How to complete this task ->
Across the whole listing, filter for the string "sizing" and copy every line that has it.

Supplied material ->

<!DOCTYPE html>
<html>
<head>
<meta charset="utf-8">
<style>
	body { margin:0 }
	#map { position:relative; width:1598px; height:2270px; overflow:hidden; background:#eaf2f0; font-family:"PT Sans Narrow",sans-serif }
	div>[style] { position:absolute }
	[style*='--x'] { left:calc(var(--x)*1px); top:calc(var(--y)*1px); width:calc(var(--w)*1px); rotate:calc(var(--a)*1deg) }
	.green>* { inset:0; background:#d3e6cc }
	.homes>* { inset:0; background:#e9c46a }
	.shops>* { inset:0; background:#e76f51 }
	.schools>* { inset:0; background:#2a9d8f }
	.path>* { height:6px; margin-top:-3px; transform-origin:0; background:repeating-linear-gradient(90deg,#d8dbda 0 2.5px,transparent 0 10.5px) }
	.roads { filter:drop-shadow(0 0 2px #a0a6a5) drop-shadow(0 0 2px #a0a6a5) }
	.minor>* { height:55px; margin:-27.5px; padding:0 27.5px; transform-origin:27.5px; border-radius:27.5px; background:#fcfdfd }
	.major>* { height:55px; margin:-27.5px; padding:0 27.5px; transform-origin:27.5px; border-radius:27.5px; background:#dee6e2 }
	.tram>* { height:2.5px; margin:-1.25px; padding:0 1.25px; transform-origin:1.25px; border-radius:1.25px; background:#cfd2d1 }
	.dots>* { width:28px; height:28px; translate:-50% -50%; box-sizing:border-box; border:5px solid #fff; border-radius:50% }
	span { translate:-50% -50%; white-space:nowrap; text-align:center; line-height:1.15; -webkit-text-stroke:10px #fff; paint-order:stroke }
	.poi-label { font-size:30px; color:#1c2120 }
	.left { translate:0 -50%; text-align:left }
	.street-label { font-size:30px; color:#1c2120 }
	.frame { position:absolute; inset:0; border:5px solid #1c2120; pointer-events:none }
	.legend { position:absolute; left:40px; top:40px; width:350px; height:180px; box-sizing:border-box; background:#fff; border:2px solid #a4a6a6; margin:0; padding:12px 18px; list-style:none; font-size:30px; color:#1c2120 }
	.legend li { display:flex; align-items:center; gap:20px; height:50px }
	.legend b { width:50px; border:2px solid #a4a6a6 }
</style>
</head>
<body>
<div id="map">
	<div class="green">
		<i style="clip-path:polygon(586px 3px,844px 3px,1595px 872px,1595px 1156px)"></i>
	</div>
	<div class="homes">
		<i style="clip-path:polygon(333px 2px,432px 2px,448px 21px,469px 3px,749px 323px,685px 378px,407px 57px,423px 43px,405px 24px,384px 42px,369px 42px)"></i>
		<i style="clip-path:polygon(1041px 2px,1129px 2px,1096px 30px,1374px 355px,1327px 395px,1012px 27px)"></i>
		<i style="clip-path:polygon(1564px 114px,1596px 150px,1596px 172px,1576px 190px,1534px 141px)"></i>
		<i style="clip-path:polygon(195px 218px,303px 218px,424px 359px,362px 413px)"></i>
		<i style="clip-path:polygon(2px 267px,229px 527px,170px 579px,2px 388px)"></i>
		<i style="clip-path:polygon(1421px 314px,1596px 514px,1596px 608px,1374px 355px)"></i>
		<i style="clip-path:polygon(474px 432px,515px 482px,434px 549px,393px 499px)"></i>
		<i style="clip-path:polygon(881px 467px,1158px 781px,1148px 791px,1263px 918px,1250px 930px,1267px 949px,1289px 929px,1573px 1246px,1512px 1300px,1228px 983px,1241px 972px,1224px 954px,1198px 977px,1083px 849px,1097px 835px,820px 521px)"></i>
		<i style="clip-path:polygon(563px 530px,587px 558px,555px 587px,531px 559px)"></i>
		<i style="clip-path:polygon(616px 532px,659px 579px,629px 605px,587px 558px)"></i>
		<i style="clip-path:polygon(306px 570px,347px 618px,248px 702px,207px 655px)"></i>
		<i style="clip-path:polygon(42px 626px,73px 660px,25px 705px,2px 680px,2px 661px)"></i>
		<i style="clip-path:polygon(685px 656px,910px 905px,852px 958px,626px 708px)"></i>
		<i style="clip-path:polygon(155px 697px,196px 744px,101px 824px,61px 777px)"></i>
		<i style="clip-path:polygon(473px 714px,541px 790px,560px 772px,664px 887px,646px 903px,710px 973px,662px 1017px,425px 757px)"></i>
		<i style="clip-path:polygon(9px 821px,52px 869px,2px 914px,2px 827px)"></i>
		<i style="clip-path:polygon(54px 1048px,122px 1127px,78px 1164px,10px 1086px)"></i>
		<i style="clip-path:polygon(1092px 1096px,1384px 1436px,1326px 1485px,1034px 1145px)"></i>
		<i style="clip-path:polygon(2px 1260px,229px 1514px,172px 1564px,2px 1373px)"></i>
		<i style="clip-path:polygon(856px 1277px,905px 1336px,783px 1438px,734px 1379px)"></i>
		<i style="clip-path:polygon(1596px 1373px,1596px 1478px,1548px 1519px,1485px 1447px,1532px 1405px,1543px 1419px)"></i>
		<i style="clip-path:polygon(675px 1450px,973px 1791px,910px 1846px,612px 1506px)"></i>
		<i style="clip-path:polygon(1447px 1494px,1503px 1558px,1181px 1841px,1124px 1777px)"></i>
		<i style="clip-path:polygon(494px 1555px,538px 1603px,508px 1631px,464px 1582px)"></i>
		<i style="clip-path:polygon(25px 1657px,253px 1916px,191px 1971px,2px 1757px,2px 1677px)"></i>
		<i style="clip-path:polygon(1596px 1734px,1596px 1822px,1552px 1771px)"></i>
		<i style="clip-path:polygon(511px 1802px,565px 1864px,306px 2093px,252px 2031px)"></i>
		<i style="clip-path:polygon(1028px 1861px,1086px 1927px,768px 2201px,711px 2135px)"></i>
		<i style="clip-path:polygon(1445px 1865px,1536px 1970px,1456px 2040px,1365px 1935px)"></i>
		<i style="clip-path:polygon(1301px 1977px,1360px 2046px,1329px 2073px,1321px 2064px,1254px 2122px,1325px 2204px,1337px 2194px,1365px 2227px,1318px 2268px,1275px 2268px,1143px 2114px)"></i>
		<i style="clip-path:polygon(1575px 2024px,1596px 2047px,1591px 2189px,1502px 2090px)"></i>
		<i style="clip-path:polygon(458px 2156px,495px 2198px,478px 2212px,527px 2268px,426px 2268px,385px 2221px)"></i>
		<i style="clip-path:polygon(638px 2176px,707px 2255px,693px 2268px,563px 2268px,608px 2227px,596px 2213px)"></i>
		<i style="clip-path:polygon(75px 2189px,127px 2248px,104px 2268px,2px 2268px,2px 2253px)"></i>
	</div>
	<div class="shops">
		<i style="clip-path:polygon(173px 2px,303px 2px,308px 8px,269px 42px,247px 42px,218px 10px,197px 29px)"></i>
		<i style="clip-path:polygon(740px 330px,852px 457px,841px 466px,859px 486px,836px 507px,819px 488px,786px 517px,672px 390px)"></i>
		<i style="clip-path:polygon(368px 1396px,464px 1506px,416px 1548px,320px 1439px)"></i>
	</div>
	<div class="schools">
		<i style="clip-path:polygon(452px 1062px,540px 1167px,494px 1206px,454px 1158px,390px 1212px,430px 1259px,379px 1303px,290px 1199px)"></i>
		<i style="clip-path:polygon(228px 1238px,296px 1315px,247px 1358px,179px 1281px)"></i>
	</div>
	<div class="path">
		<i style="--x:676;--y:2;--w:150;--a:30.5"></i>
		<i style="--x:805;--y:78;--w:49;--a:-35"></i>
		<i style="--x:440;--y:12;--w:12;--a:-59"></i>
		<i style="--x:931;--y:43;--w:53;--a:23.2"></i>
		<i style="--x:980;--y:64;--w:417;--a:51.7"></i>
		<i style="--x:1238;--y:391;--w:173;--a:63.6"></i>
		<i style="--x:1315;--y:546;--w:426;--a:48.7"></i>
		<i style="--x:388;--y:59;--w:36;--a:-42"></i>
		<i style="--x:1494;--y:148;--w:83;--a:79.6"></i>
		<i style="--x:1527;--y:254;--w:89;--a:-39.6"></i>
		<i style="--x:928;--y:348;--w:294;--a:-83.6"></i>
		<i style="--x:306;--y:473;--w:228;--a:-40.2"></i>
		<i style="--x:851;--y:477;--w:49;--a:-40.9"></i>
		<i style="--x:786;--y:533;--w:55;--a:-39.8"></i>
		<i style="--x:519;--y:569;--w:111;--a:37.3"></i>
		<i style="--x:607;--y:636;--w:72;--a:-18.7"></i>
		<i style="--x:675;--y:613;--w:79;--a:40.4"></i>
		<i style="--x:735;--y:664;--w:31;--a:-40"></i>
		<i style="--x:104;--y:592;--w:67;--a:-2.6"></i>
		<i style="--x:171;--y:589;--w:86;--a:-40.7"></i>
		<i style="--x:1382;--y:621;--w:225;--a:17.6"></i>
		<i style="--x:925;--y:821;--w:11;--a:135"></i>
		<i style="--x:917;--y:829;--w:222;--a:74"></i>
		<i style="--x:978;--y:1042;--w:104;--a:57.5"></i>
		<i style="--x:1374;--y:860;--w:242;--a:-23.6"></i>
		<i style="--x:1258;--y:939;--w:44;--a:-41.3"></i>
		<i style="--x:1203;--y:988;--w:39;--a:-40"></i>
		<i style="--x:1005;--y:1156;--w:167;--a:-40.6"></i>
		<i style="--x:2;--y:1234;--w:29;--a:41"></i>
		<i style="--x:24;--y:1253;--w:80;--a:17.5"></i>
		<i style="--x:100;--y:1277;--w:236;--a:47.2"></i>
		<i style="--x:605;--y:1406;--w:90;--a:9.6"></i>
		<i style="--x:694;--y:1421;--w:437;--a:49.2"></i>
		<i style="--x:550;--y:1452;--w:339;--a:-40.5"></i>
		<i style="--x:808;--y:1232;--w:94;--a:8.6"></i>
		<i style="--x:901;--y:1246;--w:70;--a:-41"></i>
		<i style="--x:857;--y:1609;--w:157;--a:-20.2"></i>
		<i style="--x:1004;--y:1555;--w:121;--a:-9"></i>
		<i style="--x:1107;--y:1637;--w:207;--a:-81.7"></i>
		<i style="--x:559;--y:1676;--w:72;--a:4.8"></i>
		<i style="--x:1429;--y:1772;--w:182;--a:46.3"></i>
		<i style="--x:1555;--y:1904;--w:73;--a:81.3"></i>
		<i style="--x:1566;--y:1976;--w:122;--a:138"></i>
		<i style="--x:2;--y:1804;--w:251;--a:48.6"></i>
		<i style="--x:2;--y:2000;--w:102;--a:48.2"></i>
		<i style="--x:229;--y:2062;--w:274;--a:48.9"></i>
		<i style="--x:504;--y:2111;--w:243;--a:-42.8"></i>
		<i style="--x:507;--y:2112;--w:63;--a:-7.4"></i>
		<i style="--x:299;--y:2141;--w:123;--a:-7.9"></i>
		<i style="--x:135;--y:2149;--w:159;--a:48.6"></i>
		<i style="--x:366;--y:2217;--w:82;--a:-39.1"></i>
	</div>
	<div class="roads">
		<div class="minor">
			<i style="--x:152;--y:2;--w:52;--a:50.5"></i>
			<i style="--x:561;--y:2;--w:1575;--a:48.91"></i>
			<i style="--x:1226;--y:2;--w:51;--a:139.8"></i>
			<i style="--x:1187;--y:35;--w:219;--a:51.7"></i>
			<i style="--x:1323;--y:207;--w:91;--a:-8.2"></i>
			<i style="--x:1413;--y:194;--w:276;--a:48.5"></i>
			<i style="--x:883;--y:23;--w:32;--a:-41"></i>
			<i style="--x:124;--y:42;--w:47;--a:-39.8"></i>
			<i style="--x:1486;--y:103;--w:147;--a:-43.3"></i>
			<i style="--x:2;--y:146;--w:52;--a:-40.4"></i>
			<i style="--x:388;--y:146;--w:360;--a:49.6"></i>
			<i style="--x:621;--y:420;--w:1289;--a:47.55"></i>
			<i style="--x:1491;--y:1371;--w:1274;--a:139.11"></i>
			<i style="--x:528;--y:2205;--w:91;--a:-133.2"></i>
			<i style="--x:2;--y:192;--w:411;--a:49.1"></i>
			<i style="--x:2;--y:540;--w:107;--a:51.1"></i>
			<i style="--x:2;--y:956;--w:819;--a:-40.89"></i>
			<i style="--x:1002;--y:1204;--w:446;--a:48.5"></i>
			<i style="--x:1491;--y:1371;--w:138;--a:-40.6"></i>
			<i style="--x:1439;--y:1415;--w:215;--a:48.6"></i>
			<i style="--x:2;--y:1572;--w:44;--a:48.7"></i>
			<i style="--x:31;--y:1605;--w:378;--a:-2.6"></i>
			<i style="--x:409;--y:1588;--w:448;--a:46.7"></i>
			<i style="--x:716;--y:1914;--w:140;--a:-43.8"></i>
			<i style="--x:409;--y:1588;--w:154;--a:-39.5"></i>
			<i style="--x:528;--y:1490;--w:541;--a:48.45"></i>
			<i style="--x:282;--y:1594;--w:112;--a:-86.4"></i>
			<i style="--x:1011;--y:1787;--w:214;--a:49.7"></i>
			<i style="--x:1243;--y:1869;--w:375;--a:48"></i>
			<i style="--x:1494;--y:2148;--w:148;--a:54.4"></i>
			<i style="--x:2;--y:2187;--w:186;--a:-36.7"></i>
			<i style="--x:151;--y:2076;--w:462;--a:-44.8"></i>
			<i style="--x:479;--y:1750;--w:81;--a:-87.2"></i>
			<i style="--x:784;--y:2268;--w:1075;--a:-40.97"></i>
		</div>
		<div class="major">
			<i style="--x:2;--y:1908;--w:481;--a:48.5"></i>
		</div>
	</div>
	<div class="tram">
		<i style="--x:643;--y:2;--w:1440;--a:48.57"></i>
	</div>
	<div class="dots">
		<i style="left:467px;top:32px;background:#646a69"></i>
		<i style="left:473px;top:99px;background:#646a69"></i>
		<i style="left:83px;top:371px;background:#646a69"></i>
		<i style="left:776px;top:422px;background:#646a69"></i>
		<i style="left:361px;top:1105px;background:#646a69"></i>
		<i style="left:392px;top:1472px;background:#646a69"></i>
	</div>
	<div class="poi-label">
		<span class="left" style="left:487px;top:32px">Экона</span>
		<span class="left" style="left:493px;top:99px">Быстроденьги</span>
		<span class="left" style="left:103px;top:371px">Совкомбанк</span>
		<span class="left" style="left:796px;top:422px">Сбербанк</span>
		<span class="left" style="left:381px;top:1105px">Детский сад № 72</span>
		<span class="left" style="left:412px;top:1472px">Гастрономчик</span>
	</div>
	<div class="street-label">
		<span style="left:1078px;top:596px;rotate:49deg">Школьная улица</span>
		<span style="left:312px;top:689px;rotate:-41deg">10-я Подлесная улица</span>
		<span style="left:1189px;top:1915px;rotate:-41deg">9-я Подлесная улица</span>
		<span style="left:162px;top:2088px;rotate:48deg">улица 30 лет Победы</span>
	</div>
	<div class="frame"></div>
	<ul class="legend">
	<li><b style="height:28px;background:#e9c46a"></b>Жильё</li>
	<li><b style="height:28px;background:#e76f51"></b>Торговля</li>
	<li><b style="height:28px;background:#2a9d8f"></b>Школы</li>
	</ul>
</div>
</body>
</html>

Completed exercise ->
	.dots>* { width:28px; height:28px; translate:-50% -50%; box-sizing:border-box; border:5px solid #fff; border-radius:50% }
	.legend { position:absolute; left:40px; top:40px; width:350px; height:180px; box-sizing:border-box; background:#fff; border:2px solid #a4a6a6; margin:0; padding:12px 18px; list-style:none; font-size:30px; color:#1c2120 }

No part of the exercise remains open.